Digital transformation has swept through industry and huge amounts of data requiring protection are currently gathered by companies and SMEs (e.g. through wearables). For instance, the wellbeing industry can collect data on their customers’ health, sport activities and daily habits, and smart cities studies can be used by construction companies and research institutions to design optimal housing solutions on the basis of individuals' data and habits.

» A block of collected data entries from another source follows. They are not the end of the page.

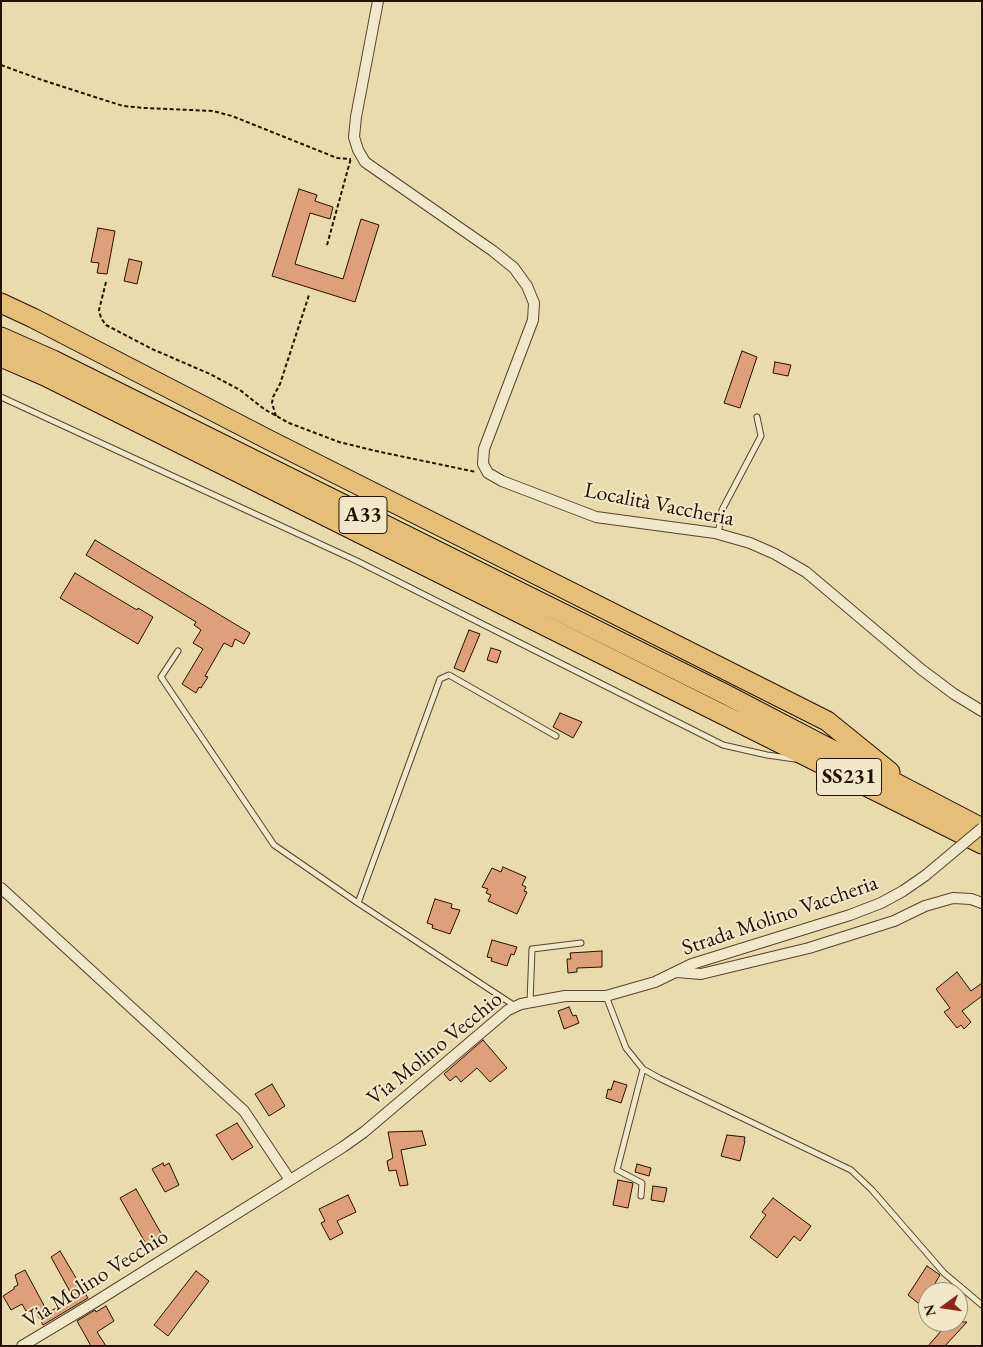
<!DOCTYPE html>
<meta charset="utf-8">
<style>
body{margin:0}
#map{position:relative;width:983px;height:1347px;overflow:hidden;background:#eadbae;font-family:"EB Garamond",serif}
canvas{display:block}
.frame{position:absolute;inset:0;border:2px solid #251001;pointer-events:none}
.north{position:absolute;left:918px;top:1282px;width:50px;height:50px;box-sizing:border-box;background:#f1e8ca;border:1px solid #9f927a;border-radius:50%;rotate:256deg;font-size:14px;font-weight:700;line-height:20px;text-align:center;color:#251001}
.north::after{content:'';display:block;margin:auto;width:18px;height:22px;background:#8f2418;clip-path:polygon(50% 0,100% 100%,50% 72%,0 100%)}
</style>
<div id="map">
<canvas width="983" height="1347"></canvas>
<div class="frame"></div>
<div class="north">N</div>
</div>
<script>
const g = document.querySelector('canvas').getContext('2d');
g.lineJoin = 'round';
function fill(path, color) { g.fillStyle = color; g.fill(path, 'evenodd'); }
const shape = rows => new Path2D(rows.map(r => 'M' + r).join(''));
function strokePath(path, color, width, dash) { g.strokeStyle = color; g.lineWidth = width; g.lineCap = dash ? 'butt' : 'round'; g.setLineDash(dash || []); g.stroke(path); }
function write(font, color, halo, rows, align = 'center') {
  g.font = font + ' "EB Garamond",serif'; g.lineWidth = 4; g.setLineDash([]); g.textBaseline = 'middle'; g.strokeStyle = halo; g.fillStyle = color; for (const [text, x, y, turn = 0] of rows) {
    g.save(); g.translate(x, y); g.rotate((+turn || 0) * Math.PI / 180); g.textAlign = isNaN(turn) ? turn : align; if (halo) g.strokeText(text, 0, 0); g.fillText(text, 0, 0); g.restore();
  }
}
const building = shape([
 [299,189,317,195,315,201,333,207,330,219,310,213,295,264,343,279,361,219,379,225,355,302,272,276,299,189],
 [98,228,115,231,107,274,97,273,99,263,91,262,98,228],
 [129,259,142,262,137,284,124,281,129,259],
 [742,351,757,357,740,408,724,403,742,351],
 [775,362,791,365,788,376,773,373,775,362],
 [95,540,250,633,244,644,235,639,232,647,224,643,205,676,208,677,201,688,199,687,196,693,182,684,203,649,193,643,201,630,194,625,196,622,86,555,95,540],
 [75,573,137,610,138,608,153,617,138,644,60,598,75,573],
 [469,630,480,634,464,672,454,668,469,630],
 [491,648,501,651,497,663,487,660,491,648],
 [560,713,582,722,573,738,553,727,560,713],
 [503,867,526,877,522,885,526,887,524,891,527,892,517,914,488,901,491,895,486,893,488,889,482,887,492,868,501,872,503,867],
 [435,899,452,904,451,908,460,910,450,934,432,928,433,925,427,923,435,899],
 [492,940,517,947,514,955,511,954,507,966,491,961,492,958,487,957,492,940],
 [602,951,602,967,577,968,577,972,568,973,567,959,571,959,570,953,602,951],
 [957,972,971,991,982,983,982,996,962,1011,971,1022,964,1029,961,1025,957,1028,944,1012,950,1008,936,989,957,972],
 [569,1007,573,1016,576,1015,579,1023,564,1029,558,1011,569,1007],
 [483,1040,507,1068,490,1082,477,1068,461,1082,456,1076,450,1081,444,1074,483,1040],
 [614,1081,627,1085,621,1103,606,1098,608,1089,611,1090,614,1081],
 [272,1084,285,1106,269,1116,255,1094,272,1084],
 [237,1123,253,1147,232,1160,216,1135,237,1123],
 [422,1131,426,1145,401,1150,408,1185,400,1186,396,1170,389,1171,387,1161,393,1158,388,1132,422,1131],
 [727,1135,745,1137,744,1141,745,1141,740,1161,721,1156,727,1135],
 [163,1163,164,1166,169,1163,179,1185,165,1192,152,1169,163,1163],
 [637,1164,651,1168,649,1176,635,1172,637,1164],
 [618,1180,633,1183,628,1208,613,1205,618,1180],
 [653,1186,667,1188,664,1202,651,1200,653,1186],
 [136,1189,162,1235,146,1244,120,1198,136,1189],
 [348,1195,356,1212,337,1221,343,1233,330,1240,321,1223,325,1221,319,1209,348,1195],
 [773,1198,811,1226,800,1241,794,1236,777,1258,750,1237,766,1215,762,1212,773,1198],
 [60,1251,88,1298,43,1325,33,1307,26,1311,22,1304,11,1310,3,1296,14,1289,14,1287,18,1285,15,1275,25,1270,48,1313,73,1297,51,1257,60,1251],
 [927,1266,940,1275,930,1292,928,1292,928,1311,908,1295,927,1266],
 [196,1271,209,1281,168,1336,154,1325,196,1271],
 [106,1306,114,1321,97,1332,106,1346,91,1346,77,1321,95,1310,96,1312,106,1306],
 [949,1322,967,1322,945,1346,928,1346,949,1322]
]);
const path = shape([
 [1,65,42,80,123,106,145,108,213,111,232,116,337,158,351,159],
 [327,245,351,158],
 [106,282,99,310,101,318,106,325,152,349,210,374,240,390,264,409,289,423,339,442,376,451,476,472],
 [276,416,272,403,273,397,280,384,309,295]
]);
const lane = shape([
 [1,397,357,561,723,745,767,755,795,759],
 [718,534,722,510,761,436,757,417],
 [178,651,161,677,274,845,358,903,515,1006],
 [358,903,440,679,449,675,556,736],
 [606,996,626,1048,643,1069,659,1078,851,1170,872,1190,944,1273,982,1305],
 [530,1002,532,949,581,943],
 [641,1196,642,1183,617,1170,643,1069]
]);
const street = shape([
 [378,1,356,117,354,137,358,150,365,162,493,251,514,268,527,286,534,303,533,320,484,449,483,464,488,473,502,481,596,517,715,533,750,543,775,554,806,572,922,670,954,694,982,711],
 [1,888,244,1111,290,1180],
 [677,972,701,974,809,948,894,921,925,906,953,898,971,899,982,903],
 [22,1346,92,1304,343,1147,364,1132,508,1010,521,1004,565,996,606,996,655,982,692,964,850,915,881,903,903,891,926,875]
]);
const highway = shape([
 [1,303,33,318,271,441,827,721,890,772],
 [1,337,53,360,725,694,982,828],
 [1,357,45,376,982,844]
]);
const streetBridge = shape([
 [926,875,982,828]
]);
const shields = [
 [363,515,48],
 [849,777,65]
];
const shieldNames = [
 ["A33",363,515],
 ["SS231",849,777]
];
const streetNames = [
 ["Località Vaccheria",659,505,11],
 ["Strada Molino Vaccheria",780,916,-19],
 ["Via Molino Vecchio",435,1049,-39],
 ["Via Molino Vecchio",96,1279,-32]
];
fill(building, '#dda07a');
strokePath(building, '#251001', 1);
strokePath(lane, '#56432c', 7);
strokePath(street, '#56432c', 12);
strokePath(highway, '#251001', 21);
strokePath(path, '#251001', 2, [4, 2.5]);
strokePath(lane, '#f1e8ca', 5);
strokePath(street, '#f1e8ca', 10);
strokePath(highway, '#e5be77', 19);
strokePath(streetBridge, '#56432c', 12, []);
strokePath(streetBridge, '#f1e8ca', 10);
for (const [x, y, w] of shields) { const box = new Path2D(); box.roundRect(x - w / 2, y - 18.5, w, 37, 4); g.fillStyle = '#f1e8ca'; g.fill(box); strokePath(box, '#251001', 1); }
write('bold 21px', '#251001', null, shieldNames);
write('22px', '#251001', '#f1e8ca', streetNames);
</script>
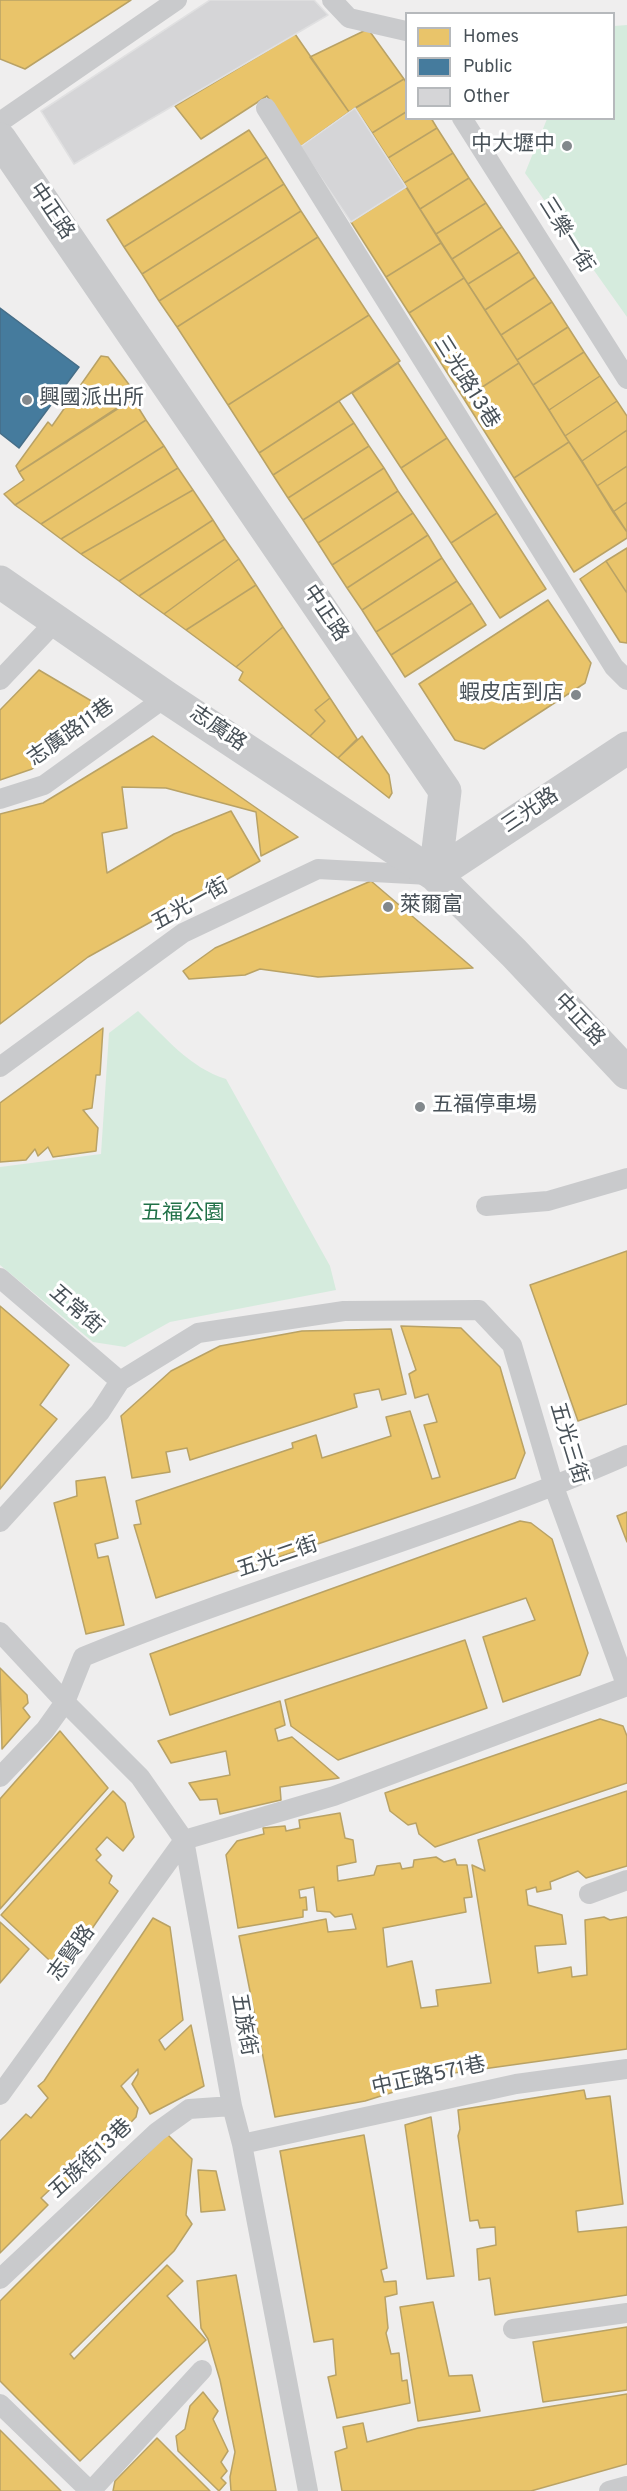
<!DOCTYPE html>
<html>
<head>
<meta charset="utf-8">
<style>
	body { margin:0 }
	#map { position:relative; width:627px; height:2491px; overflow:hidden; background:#efeeee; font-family:Overpass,sans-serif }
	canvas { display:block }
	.legend { position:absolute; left:405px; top:12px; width:210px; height:108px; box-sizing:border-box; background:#fff; border:2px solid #b6b9bc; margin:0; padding:8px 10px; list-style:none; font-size:18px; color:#485158 }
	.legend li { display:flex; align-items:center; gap:12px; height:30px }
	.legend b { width:30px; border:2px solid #b6b9bc }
</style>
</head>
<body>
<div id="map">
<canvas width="627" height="2491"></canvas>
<ul class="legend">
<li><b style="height:16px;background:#e9c46a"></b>Homes</li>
<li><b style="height:16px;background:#457b9d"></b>Public</li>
<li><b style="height:16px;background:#d5d5d7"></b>Other</li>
</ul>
</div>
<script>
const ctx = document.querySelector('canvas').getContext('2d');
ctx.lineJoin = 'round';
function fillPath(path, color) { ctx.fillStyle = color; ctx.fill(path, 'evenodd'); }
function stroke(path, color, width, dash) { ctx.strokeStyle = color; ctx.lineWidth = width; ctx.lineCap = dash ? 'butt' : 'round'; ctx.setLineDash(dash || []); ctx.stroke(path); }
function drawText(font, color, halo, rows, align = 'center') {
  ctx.font = font + ' Overpass,"Noto Sans TC",sans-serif'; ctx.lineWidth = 6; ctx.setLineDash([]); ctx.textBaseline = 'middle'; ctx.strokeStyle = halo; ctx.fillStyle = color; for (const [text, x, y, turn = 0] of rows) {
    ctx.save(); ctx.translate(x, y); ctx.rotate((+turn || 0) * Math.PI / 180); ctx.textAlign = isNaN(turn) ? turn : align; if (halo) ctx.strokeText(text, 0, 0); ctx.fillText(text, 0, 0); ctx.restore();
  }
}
fillPath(new Path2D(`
	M627 25V317L525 173 547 119 614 118V26Z
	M138 1011C165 1037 190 1068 226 1079L330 1266 336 1290 170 1322 125 1347 93 1342 0 1265V1167L101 1154 109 1033Z`), '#d5ebdd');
const homes = new Path2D(`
	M0 0H131L25 69 0 59Z
	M368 29 404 79 349 112 310 57Z
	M295 34 349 112 300 147 267 96 201 139 175 106Z
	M404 79 406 82V112L372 133 355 108Z
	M406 112V118H431L437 128 388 158 372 133Z
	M437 128 453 153 404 183 388 158Z
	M249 130 267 157 124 247 107 220Z
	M453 153 469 178 420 209 404 183Z
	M267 157 284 184 142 274 124 247Z
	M469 178 486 203 436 234 420 209Z
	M284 184 301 211 159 301 142 274Z
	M406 187 441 243 386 277 351 222Z
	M486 203 502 227 452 259 436 234Z
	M301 211 318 237 177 327 159 301Z
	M502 227 519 252 468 284 452 259Z
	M318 237 369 315 228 405 177 327Z
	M441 243 464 278 409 313 386 277Z
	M519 252 535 277 485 310 468 284Z
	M535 277 552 302 501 335 485 310Z
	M464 278 519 363 464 399 409 313Z
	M552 302 568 327 517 360 501 335Z
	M369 315 400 361 259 453 228 405Z
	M568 327 584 352 533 385 517 360Z
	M584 352 600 376 549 410 533 385Z
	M101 356 108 357 137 395 19 472 16 466 48 422 52 426Z
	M398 363 447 438 401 468 352 393Z
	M519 363 569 442 514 478 464 399Z
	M600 376 617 401 565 436 549 410Z
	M133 399 146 420 15 505 4 494 24 480 19 472Z
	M339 401 354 423 273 475 259 453Z
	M617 401 627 416V430L582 461 565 436Z
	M146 420 164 446 41 524 15 505Z
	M354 423 369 446 288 498 273 475Z
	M627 430V466L597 486 582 461Z
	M447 438 497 513 451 543 401 468Z
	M569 442 627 532V538L574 572 514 478Z
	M164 446 178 468 61 539 41 524Z
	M369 446 384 468 303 520 288 498Z
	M627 466V502L613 512 597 486Z
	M178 468 193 490 81 554 61 539Z
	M384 468 398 491 318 543 303 520Z
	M193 490 213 520 119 581 81 554Z
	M398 491 413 513 332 565 318 543Z
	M627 502V532L613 512Z
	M413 513 428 535 347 588 332 565Z
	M497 513 546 589 500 618 451 543Z
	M213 520 225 539 139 596 119 581Z
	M428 535 442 558 362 610 347 588Z
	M225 539 239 559 164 614 139 596Z
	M627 548V593L606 561Z
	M442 558 457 581 376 632 362 610Z
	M239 559 256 585 186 630 164 614Z
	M606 561 627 593V643L620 642 580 579Z
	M457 581 472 603 391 655 376 632Z
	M256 585 283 627 236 667 186 630Z
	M548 600 591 663 585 683 484 749 455 740 419 684Z
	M472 603 486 625 405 677 391 655Z
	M283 627 330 698 315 710 325 721 310 736 239 680 243 672 236 667Z
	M39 670 105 709 75 738 32 769 0 780V710Z
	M330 698 357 739 338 758 310 736 325 721 315 710Z
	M153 736 298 837 261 856 256 812 166 788 122 787 127 828 102 833 107 873 174 834 231 811 260 861 88 957 0 1024V814L43 803Z
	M362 736 389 775 392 793 389 798 338 758Z
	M371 881 473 968 318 977 260 969 245 975 189 979 183 971 215 948Z
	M103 1028 100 1075H96L92 1108 83 1110 98 1128 96 1151 53 1157 48 1147 38 1156 35 1149 26 1160 0 1162V1103Z
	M627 1251V1404L578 1421 530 1285Z
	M0 1306 69 1365 40 1405 57 1419 0 1489Z
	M401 1326 461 1328 500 1367 525 1453 515 1478 156 1598 134 1525 141 1524 136 1501 293 1448 292 1443 316 1435 322 1458 391 1436 386 1417 410 1411 432 1479 440 1477 424 1425 437 1422 428 1394 415 1398 409 1374 416 1370Z
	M391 1329 406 1394 382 1400 379 1389 354 1394 357 1407 190 1460 187 1448 166 1452 170 1472 132 1478 121 1416 171 1371 220 1346 302 1331Z
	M105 1477 118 1538 95 1544 98 1558 108 1556 124 1625 86 1634 54 1503 77 1496 76 1481Z
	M627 1512V1542L617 1516Z
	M520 1521 531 1523 552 1539 588 1653 580 1675 503 1702 483 1637 535 1620 526 1598 170 1715 150 1654Z
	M465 1640 487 1708 338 1760 291 1726 285 1700Z
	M0 1668 27 1695 28 1703 23 1708 30 1717 2 1749Z
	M280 1701 285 1725 275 1729 278 1741 292 1737 339 1778 280 1787 281 1800 220 1814 217 1799 200 1800 189 1783 230 1775 226 1751 171 1763 158 1741Z
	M600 1719 623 1726 627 1736V1783L435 1847 419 1834 416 1823 408 1825 390 1811 385 1793Z
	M60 1731 108 1788 0 1909V1799Z
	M113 1791 125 1803 134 1837 123 1851 107 1837 96 1849 101 1855 96 1860 112 1876 109 1883 118 1891 62 1972 1 1915Z
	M627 1791V1866L586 1878 578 1871 550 1882 551 1889 537 1892 536 1887 526 1890 528 1905 562 1915 566 1944 535 1946 538 1973 571 1967 572 1977 587 1975 585 1920 604 1917 610 1920 627 1917V2049L454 2073 365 2101 275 2117 239 1936 326 1919 328 1932 356 1929 352 1914 335 1917 330 1912 317 1911 314 1887 299 1890 300 1898 306 1897 307 1910H303V1917L238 1928 226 1855 237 1841 264 1834 263 1828 285 1826 286 1831 300 1828 299 1820 340 1813 345 1838 353 1840 356 1862 337 1866 338 1881 374 1875 377 1866 400 1863 402 1869 413 1867 414 1860 436 1857 444 1862 455 1859 457 1865H467L472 1897 464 1898 466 1912 383 1928 387 1967 412 1961 421 2008 438 2006 436 1990 491 1983 472 1865 485 1871 478 1840Z
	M153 1918 170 1927 183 2020 159 2040 165 2050 191 2025 204 2086 150 2114 132 2084 138 2074V2069L121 2086 138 2108 136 2117 100 2154 92 2147 79 2161 84 2167 66 2187 61 2179 41 2198 48 2205 0 2253V2141L26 2114 31 2118 48 2098 38 2086 44 2081Z
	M0 1922 29 1949 0 1983Z
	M584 2090 586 2099 610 2096 623 2204 576 2211 578 2232 627 2227V2295L495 2315 490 2278 479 2280 477 2249 496 2245 495 2227 480 2228 478 2220 470 2221 458 2136 460 2129 458 2110Z
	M431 2117 454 2276 427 2279 405 2125Z
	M167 2134 192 2159 186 2215 192 2224 174 2251 70 2354 74 2359 167 2265 183 2281 167 2296 206 2340 80 2461 0 2381V2301Z
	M364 2135 387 2268 381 2270 384 2282 396 2281 397 2294 385 2297 388 2328 386 2333 391 2354 399 2353 402 2381 407 2380 410 2403 337 2418 328 2377 336 2375 333 2339 314 2342 280 2151Z
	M198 2170 216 2171 225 2210 201 2212Z
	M236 2275 276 2491H231L230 2477 235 2452 220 2380 208 2339 201 2328 197 2281Z
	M433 2302 449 2376 472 2375 480 2411 418 2421 400 2307Z
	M627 2327V2390L543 2402 533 2342Z
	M203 2392 218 2411 213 2419 228 2451 221 2462 227 2471 221 2478 226 2483 219 2491 178 2451 176 2436 185 2429 190 2406Z
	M627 2394V2464L531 2491H342L335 2452 347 2448 343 2427 363 2423 367 2442 418 2428Z
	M0 2430 61 2491H0Z
	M157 2438 210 2491H113L115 2481Z`);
fillPath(homes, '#e9c46a');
stroke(homes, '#b9a265', 1.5);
const public = new Path2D(`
	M0 308 79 367 19 448 0 433Z`);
fillPath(public, '#457b9d');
stroke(public, '#466e88', 1.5);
const building = new Path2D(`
	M210 0H314L328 15 74 164 41 111Z
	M355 108 406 187 351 222 300 147Z`);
fillPath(building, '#d5d5d7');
stroke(building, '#e0e0e1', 1.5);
stroke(new Path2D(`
	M332 0 349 18 406 31
	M266 108 614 667 627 680
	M462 118 627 379
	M0 122 177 0
	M0 680 56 621
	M0 799 44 785 166 697
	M0 1067 183 933 318 869 429 875
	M486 1206 548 1201 627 1178
	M0 1278 120 1381
	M0 1522 100 1412 120 1381 198 1333 344 1311 479 1310 512 1345 554 1487 627 1687
	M0 1632 65 1702 140 1777 184 1840 232 2106 242 2144 308 2491
	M0 1777 45 1730 65 1702 83 1657C262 1583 450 1533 627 1455
	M589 1894 627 1880
	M0 2095 184 1840 334 1796 627 1686
	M242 2144 516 2084 627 2069
	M0 2279 157 2132 189 2109 232 2106
	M513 2329 627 2313
	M0 2404 90 2491
	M91 2491 202 2370
	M609 2491 627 2486`), '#c9cacc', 20);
stroke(new Path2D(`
	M0 139 445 791 435 875
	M0 582 166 697 435 875 514 953 627 1073
	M435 875 627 748`), '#c9cacc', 33);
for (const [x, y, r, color] of [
	[567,146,6,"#82888c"],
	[27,400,6,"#82888c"],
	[576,695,6,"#82888c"],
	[388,907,6,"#82888c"],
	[420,1107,6,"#82888c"]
]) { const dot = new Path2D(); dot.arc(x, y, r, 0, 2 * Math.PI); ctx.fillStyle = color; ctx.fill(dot); stroke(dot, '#fff', 2); }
drawText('21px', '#485158', '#fff', [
	["中大壢中",555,146,"right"],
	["興國派出所",39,400],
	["蝦皮店到店",564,695,"right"],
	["萊爾富",400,907],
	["五福停車場",432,1107]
], 'left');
drawText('21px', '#485158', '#fff', [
	["中正路",50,212,56],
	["三樂一街",565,236,58],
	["三光路13巷",465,383,58],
	["中正路",324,614,56],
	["志廣路",217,730,34],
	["志廣路11巷",72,734,-35],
	["三光路",531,812,-34],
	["五光一街",191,906,-29],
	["中正路",578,1021,47],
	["五常街",75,1311,41],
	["五光三街",567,1444,73],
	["五光二街",278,1559,-19],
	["志賢路",73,1954,-54],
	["五族街",242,2025,80],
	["中正路571巷",429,2078,-12],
	["五族街13巷",92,2160,-43]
]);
drawText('21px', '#217148', '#fff', [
	["五福公園",183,1215]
]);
</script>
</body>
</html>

These data are of interest to customers and companies, but also for advancing research and improving national wellbeing. However, practices, protocols, and digital solutions to enable use of data requiring protection (to comply with GDPR regulations, national privacy protecting legislation and business confidentiality) in the private sector are often lacking. In addition, efficient collaboration between private sector and research institutions requires secure digital workspaces and shared data management best practice.

Driver approach

Driver 4 will focus on research and innovation projects led by higher education and research institutions that processes data from their partners in the private sectors. Driver partners (Turku UAS, CSC and Sigma2) will elaborate a set of requirements for a technical platform that can support research institutions and organisations from the private sector to securely and jointly process data requiring protection (either for business confidentiality or GDPR and other privacy protection regulations).Their existing sensitive data services will be tested against the identified requirements to find the optimal blueprint allowing the management of data between public research and private sector while still ensuring protection and security.

In this driver, Turku UAS will lead the requirements gathering from the community among their collaboration network and provide the test data sets and research questions for data analysis. If required, Driver 4 will modify the TRE at partner CSC for the requirements of the public-private research project. Sigma2 will evaluate the proof-of-concept solution and its applicability from a national needs perspective. Turku UAS will validate the applicability of the results for their research network.

Expected impact

The EOSC-ENTRUST approach will be shown to work with private sector data. Input for blueprint and technology development will be provided from the viewpoint of public-private research collaborations, facilitating the use of valuable privately collected data related to research and innovation projects. Applicability of the blueprint for the use in public cloud environments will be considered. By contributing to the development of policy briefings and outreach (WP2) the driver will facilitate wider adoption of the blueprint at SMEs and smaller research institutions enabling a growing ecosystem.